***** The data *****
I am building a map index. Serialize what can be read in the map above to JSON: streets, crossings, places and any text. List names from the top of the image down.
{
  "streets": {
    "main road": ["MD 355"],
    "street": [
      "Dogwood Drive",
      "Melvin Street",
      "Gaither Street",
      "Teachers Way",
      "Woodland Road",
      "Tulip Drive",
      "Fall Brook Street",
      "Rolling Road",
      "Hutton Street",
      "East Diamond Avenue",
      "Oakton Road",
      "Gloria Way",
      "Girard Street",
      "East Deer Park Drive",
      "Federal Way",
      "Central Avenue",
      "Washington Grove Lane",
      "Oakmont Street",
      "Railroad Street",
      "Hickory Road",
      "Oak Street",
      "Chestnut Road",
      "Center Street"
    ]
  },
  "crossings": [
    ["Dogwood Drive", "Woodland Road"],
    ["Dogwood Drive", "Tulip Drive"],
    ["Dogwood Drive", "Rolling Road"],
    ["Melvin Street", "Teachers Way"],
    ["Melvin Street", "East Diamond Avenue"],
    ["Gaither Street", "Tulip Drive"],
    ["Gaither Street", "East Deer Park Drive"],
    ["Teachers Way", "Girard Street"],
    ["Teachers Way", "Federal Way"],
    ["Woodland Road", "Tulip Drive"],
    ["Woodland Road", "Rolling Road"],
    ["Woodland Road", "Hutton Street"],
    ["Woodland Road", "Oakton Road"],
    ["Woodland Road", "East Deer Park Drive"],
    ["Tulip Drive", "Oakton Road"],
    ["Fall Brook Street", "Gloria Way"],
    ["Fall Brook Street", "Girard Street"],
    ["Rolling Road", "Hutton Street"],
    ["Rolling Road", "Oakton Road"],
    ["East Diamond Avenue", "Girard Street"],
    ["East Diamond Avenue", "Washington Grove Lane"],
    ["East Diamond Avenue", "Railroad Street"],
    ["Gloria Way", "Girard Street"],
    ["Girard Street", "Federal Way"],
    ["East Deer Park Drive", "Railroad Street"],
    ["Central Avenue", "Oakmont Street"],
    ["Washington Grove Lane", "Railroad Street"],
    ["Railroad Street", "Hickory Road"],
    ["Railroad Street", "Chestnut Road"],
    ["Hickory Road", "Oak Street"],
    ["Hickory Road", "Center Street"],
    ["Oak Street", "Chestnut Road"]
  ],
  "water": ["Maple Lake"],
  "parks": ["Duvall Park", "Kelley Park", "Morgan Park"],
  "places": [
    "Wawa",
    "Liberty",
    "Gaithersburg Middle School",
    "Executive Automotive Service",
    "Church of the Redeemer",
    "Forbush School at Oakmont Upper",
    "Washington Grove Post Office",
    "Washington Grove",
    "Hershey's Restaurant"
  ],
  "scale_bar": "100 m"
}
*****
### Problem description
The answer should consist of every line above in which "crossings" appears.

### Solution for this exercise
I am building a map index. Serialize what can be read in the map above to JSON: streets, crossings, places and any text. List names from the top of the image down.
  "crossings": [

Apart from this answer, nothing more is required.